## TASK REQUIREMENTS
Among the entries below, find the lines with the word "text" and return them.

┌─ EXERCISE INPUTS

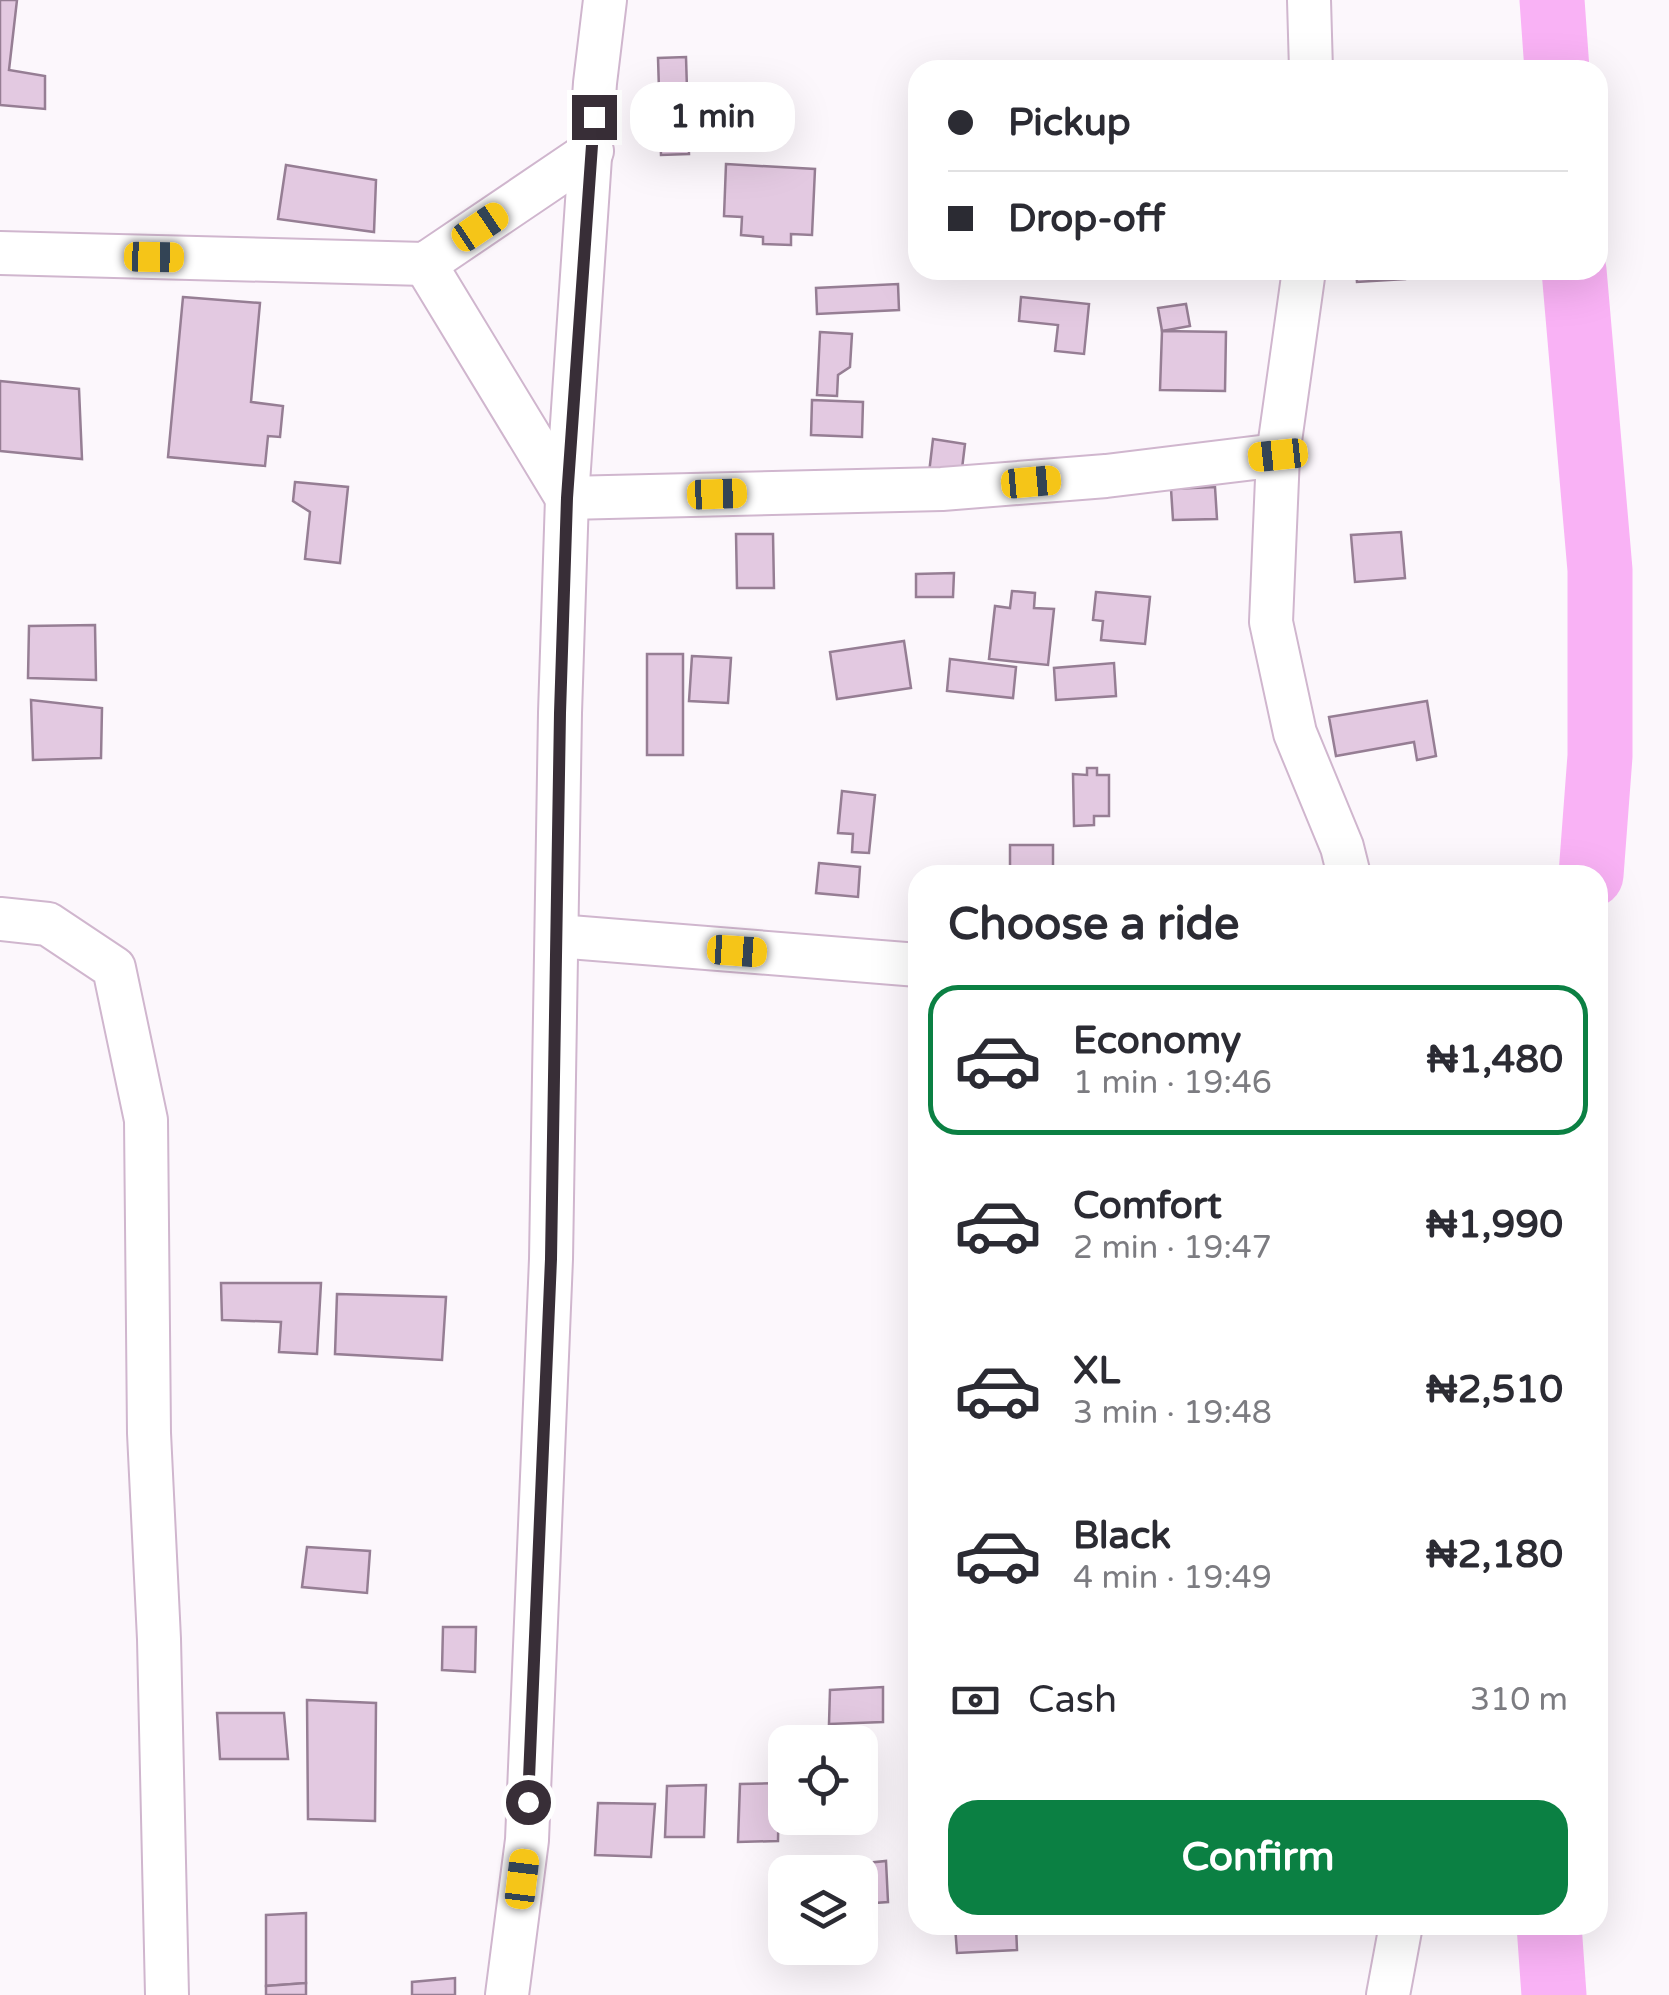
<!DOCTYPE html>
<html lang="en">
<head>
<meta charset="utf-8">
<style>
  body { margin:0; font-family:"Varela Round",sans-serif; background:#f7f7f7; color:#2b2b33; height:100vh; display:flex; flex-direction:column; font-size:38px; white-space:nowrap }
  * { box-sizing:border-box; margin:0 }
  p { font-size:32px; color:#7c7c81 }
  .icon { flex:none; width:55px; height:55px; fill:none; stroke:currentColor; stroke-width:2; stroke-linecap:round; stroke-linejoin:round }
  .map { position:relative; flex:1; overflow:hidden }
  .panel { position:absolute; left:908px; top:865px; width:700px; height:1070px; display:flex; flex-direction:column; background:#fff; border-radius:30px; box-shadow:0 10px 40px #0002 }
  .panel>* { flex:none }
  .guide { position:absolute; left:908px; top:60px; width:700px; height:220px; border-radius:30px; box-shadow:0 10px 40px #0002; display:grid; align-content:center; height:220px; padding:0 40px; background:#fff }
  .controls { position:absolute; left:768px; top:1725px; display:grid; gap:20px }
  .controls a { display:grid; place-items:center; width:110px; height:110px; border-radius:20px; background:#fff; box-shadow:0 10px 40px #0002; font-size:50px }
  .end { position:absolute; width:45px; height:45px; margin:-22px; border:12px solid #382e37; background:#fff; box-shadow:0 0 0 5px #fff }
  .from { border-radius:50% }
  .bubble { position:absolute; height:70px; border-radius:30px; background:#fff; box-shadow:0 10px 40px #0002; font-size:32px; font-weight:700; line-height:70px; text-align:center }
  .car { position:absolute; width:30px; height:60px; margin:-30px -15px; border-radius:12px; box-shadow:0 0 8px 2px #0007; background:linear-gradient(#f5c518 24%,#345 0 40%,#f5c518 0 76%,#345 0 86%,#f5c518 0) }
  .guide b { display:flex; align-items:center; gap:35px; height:95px; font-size:38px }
  .guide b+b { border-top:2px solid #e1e1e2 }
  .guide i { width:25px; height:25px; background:#2b2b33 }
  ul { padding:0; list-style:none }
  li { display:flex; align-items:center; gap:30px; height:150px; margin:0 20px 15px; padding:0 20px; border:5px solid transparent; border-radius:30px }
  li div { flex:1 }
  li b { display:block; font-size:38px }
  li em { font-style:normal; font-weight:700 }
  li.on { border-color:#0b8043 }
  li>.icon { width:90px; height:90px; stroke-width:1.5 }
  h2 { padding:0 40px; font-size:45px; line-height:120px }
  .pay { display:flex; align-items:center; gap:25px; height:110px; padding:0 40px; font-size:38px }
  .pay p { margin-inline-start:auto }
  .primary-button { display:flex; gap:20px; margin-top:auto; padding:20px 40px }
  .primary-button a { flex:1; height:115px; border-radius:30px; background:#0b8043; color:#fff; font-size:40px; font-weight:700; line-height:115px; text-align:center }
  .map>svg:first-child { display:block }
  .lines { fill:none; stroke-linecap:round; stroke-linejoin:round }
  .river { stroke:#f9b2f5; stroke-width:65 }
  .building { fill:#e3c9e1; stroke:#967e94; stroke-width:2.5 }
  .minor-casing { stroke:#d0b6ce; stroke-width:46 }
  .minor { stroke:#fff; stroke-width:42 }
  .route { stroke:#382e37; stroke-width:12 }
</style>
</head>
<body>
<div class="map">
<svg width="1669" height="1995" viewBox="0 0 1669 1995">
  <rect width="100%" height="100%" fill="#fcf7fc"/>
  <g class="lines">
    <g class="river">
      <polyline points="1552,0 1557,70"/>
      <polyline points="1574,270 1600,570 1600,756 1591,875"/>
      <polyline points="1549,1925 1554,1995"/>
    </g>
  </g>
  <g class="building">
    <polygon points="0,0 17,0 9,70 45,76 45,109 0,105"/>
    <polygon points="686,57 689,154 661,155 658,58"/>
    <polygon points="726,164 815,169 812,235 791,234 791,245 763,244 763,237 741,235 742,217 724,216"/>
    <polygon points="286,165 376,180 374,232 278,219"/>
    <polygon points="1356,270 1405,270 1405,279 1357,282"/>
    <polygon points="898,284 899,310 817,314 816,288"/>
    <polygon points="183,297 260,303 251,402 283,406 280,437 268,436 265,466 168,457"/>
    <polygon points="1021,297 1089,304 1084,354 1055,351 1058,325 1019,321"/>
    <polygon points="1186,304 1190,326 1162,331 1158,308"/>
    <polygon points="1162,331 1226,332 1225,391 1160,390"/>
    <polygon points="820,332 852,334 850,367 838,375 837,396 817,395"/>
    <polygon points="0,381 79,389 82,459 0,451"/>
    <polygon points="812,400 863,402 862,437 811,435"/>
    <polygon points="933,439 965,444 961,477 929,473"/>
    <polygon points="295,482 348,487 340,563 305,559 310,512 293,501"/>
    <polygon points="1215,487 1217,519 1173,520 1171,489"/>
    <polygon points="1401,532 1405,578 1355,582 1351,535"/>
    <polygon points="736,534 773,534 774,588 737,588"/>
    <polygon points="954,573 953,597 916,597 916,574"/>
    <polygon points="1012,591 1035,593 1034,608 1054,609 1048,665 989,659 995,606 1010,608"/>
    <polygon points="1096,592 1150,597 1145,644 1101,640 1103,621 1093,620"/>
    <polygon points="95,625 96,680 28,678 29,626"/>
    <polygon points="904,641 911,688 837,699 830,652"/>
    <rect x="647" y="654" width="36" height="101"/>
    <polygon points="692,656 731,658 728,703 689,701"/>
    <polygon points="950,659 1016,667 1013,698 947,691"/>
    <polygon points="1114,663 1116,696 1056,700 1054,668"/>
    <polygon points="31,700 102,708 101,758 33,760"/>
    <polygon points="1427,701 1436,756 1417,760 1414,742 1336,756 1329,717"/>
    <polygon points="1087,768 1097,768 1097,775 1109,775 1109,816 1094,816 1094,825 1074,826 1073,774 1087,775"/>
    <polygon points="842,791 875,795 869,853 852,852 853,834 838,833"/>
    <rect x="1010" y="845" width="43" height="30"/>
    <polygon points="819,863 860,867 858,897 816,893"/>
    <polygon points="221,1283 321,1283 317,1354 279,1352 281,1322 222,1320"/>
    <polygon points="337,1294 446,1297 442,1360 335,1354"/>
    <polygon points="307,1547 370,1551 367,1593 302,1587"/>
    <polygon points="443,1627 476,1627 475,1672 442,1670"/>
    <polygon points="883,1687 883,1722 829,1724 830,1690"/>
    <polygon points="307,1700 376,1703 375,1821 308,1819"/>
    <polygon points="217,1713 284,1713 288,1759 220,1759"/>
    <polygon points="779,1783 778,1841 738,1842 740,1784"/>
    <polygon points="706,1785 704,1837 665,1837 667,1786"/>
    <polygon points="598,1803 655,1804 651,1857 595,1855"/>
    <polygon points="886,1861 888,1902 860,1904 860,1872 828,1872 828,1867"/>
    <polygon points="306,1913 306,1983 266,1986 266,1915"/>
    <polygon points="955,1925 1016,1925 1017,1950 957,1953"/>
    <polygon points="455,1978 455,1995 412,1995 412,1982"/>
    <polygon points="306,1983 306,1995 266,1995 266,1986"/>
  </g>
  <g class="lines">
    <defs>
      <g id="minor">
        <polyline points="1309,0 1311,70"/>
        <polyline points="0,253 425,264 592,151"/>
        <polyline points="425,264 567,498 942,489 1106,476 1278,455"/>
        <polyline points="1304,270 1278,455 1271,622 1295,733 1342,847 1349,875"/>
        <polyline points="0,919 48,924 114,968 146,1120 149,1433 159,1639 167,1995"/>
        <polyline points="557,936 918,965"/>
        <polyline points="507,1995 527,1840 551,1259 560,713 567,498 595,83 605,0"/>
        <polyline points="1388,1995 1401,1925"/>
      </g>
    </defs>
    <use href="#minor" class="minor-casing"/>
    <use href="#minor" class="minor"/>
  </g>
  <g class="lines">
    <polyline class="route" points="528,1802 551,1259 560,713 567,498 594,117"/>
  </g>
</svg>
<div class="controls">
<a><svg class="icon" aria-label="locate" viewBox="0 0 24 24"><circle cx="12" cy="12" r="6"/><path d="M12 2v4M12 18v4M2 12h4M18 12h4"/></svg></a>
<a><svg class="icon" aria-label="layers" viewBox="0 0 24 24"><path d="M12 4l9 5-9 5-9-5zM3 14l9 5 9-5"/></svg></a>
</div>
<i class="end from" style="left:528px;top:1802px"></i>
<i class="end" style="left:594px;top:117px"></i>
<div class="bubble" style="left:630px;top:82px;width:165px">1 min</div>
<i class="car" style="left:480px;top:227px;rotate:56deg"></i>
<i class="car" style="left:154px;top:257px;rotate:91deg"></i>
<i class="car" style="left:1278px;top:455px;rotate:264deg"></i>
<i class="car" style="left:1031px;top:482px;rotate:85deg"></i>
<i class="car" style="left:717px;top:494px;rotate:88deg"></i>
<i class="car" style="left:737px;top:951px;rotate:94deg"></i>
<i class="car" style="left:522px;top:1879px;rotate:7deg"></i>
<div class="guide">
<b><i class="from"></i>Pickup</b>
<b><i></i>Drop-off</b>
</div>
<section class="panel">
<h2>Choose a ride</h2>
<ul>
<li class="on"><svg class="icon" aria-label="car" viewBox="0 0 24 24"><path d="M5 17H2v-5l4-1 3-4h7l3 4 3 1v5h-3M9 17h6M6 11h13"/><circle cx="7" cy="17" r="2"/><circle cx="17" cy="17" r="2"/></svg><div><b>Economy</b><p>1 min · 19:46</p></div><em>₦1,480</em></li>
<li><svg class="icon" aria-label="car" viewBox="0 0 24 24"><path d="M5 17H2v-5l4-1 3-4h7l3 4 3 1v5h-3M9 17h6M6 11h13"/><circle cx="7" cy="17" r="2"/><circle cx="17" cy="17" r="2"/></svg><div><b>Comfort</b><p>2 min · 19:47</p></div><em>₦1,990</em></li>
<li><svg class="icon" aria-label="car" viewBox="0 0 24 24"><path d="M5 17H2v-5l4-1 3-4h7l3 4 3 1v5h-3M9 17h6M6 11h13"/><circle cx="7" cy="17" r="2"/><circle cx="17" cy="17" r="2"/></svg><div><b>XL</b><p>3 min · 19:48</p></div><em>₦2,510</em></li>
<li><svg class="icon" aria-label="car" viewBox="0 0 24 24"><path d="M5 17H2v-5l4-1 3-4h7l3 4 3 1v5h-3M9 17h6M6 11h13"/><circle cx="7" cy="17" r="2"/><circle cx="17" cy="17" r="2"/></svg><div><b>Black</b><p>4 min · 19:49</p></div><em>₦2,180</em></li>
</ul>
<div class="pay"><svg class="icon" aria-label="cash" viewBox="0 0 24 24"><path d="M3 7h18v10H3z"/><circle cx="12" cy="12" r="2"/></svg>Cash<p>310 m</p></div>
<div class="primary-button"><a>Confirm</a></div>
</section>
</div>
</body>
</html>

└─

## ANSWER SPACE
  .bubble { position:absolute; height:70px; border-radius:30px; background:#fff; box-shadow:0 10px 40px #0002; font-size:32px; font-weight:700; line-height:70px; text-align:center }
  .primary-button a { flex:1; height:115px; border-radius:30px; background:#0b8043; color:#fff; font-size:40px; font-weight:700; line-height:115px; text-align:center }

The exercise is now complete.